JULY 2013 - AudioFile
There’s no doubt that James Lasdun was stalked by a former student from his creative writing class, but this cyber-stalking looks different from what we traditionally think of as stalking. “Nasreen” writes to Lasdun: “I will ruin you.” She sends him multiple menacing emails daily, sends his colleagues profane messages ostensibly from him, and posts fake reviews on Amazon and Goodreads. Robin Sachs, with his gravelly British voice, is perfect for Lasdun’s memoir. Even though Lasdun’s life becomes consumed with saving his reputation, he recounts it all with a level of detachment. (He barely mentions his wife and small children.) Sachs employs a matter-of-fact tone that feels true to Lasdun’s personality. Sachs wisely resists any temptation to overdramatize Nasreen’s mad screeds, but the unhinged nature of the transcripts is clearly apparent. A.B. © AudioFile 2013, Portland, Maine
Kirkus Reviews
The story of a 30-something college student who employed an array of digital weapons to attack her writing professor, who loved her writing but rejected her amorous advances. In a tale that sometimes seems more like a script for a horror film, novelist and short story writer Lasdun (It's Beginning to Hurt, 2009, etc.) approaches his subject from a variety of perspectives. First, he provides a brisk narrative of the principal events: In the fall of 2003, he was a part-time teacher at a New York college (he changed the name); he greatly encouraged one of his students, an Iranian immigrant he calls Nasreen; after the course was over, they became email correspondents, and he helped her look for an agent and a publisher for her work; when her interest became more romantic, he backed off. And with her continued harassment, his hellish life commenced. Lasdun then pauses, returns to think about the classroom situation and to ask himself what he'd done--or not done--that might have contributed to this grievous misunderstanding. He looks for analogies (and solace) in literary works--among them Sir Gawain and the Green Knight, which he summarizes at great length about a third of the way through, Macbeth, Strangers on a Train and Isaac Bashevis Singer's The Penitent. Nasreen's emails grew ever more crude and threatening (the author reproduces many of them), so Lasdun tried the FBI and the NYPD but with no real success.

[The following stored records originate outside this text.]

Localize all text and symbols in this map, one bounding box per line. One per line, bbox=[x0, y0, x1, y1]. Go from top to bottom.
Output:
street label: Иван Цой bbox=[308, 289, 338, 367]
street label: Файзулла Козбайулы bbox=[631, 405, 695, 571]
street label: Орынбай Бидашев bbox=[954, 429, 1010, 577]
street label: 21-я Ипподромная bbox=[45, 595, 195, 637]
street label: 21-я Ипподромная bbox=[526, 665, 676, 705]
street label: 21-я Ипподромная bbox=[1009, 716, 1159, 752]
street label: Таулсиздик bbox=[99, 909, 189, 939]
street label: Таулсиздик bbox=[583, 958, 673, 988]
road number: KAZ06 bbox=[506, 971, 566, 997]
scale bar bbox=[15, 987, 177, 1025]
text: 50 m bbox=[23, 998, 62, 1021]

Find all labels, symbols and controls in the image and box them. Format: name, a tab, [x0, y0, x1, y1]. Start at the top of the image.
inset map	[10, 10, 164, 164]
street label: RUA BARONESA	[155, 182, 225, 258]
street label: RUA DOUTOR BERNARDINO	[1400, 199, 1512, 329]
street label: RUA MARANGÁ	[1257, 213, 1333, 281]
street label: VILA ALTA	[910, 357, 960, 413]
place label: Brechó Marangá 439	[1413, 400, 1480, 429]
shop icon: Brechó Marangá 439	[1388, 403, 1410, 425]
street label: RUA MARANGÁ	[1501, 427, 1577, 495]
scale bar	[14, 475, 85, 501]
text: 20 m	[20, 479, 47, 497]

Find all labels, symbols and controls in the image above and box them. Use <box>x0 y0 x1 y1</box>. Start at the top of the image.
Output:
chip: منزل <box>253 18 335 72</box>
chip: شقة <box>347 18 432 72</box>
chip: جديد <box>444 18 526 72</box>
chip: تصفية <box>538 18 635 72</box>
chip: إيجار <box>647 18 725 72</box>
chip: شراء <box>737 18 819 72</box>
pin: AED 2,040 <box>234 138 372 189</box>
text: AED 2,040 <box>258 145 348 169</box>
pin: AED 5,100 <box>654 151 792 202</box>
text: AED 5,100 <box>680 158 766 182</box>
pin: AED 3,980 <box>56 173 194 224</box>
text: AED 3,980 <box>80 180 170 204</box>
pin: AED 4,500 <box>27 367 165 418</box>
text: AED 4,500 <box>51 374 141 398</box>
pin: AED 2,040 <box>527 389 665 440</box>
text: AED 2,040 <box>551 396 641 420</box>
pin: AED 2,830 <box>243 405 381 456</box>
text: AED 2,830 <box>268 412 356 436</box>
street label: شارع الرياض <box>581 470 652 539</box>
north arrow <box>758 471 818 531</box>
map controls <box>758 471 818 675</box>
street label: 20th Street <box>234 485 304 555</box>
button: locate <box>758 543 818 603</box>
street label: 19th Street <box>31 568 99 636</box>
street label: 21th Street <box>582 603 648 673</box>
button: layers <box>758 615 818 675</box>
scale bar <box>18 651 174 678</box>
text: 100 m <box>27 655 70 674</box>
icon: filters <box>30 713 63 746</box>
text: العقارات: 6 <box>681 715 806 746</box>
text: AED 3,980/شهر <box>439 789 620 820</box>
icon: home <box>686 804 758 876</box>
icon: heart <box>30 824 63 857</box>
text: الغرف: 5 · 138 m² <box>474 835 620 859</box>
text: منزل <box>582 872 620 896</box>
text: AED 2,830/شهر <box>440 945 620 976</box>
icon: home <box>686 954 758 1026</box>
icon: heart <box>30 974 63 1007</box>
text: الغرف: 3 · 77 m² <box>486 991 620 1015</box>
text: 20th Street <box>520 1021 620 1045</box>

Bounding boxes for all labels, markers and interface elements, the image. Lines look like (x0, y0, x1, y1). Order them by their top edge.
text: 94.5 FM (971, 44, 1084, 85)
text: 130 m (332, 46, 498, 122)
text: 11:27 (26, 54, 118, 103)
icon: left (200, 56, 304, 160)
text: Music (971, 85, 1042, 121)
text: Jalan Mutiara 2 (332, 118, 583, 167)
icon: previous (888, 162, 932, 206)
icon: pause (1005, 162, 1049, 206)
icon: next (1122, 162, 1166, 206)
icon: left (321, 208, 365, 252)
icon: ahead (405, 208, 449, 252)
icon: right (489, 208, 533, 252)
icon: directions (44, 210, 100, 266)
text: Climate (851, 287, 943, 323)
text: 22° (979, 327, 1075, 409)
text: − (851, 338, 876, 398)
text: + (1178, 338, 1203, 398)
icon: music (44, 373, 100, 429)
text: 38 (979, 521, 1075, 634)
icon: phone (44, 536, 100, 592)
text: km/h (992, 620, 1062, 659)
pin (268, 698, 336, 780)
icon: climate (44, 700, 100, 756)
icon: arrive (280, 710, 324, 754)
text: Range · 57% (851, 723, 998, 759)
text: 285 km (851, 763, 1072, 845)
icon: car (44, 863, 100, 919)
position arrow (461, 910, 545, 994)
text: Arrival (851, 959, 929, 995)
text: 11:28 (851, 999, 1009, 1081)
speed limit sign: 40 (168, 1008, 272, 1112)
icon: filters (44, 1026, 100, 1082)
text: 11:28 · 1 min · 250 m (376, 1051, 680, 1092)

She posted vicious material on Amazon, Facebook and Wikipedia; she wrote to all of his publishers and to the institutions where he'd worked, accusing him of having sex with his students and stealing her material--even engineering her rape. She also forwarded in his name obnoxious and noxious material. A later section deals with Lasdun's explorations of family roots and anti-Semitism. A horrifying cautionary tale that reveals the vast dimensions of our vulnerability in the cyber age.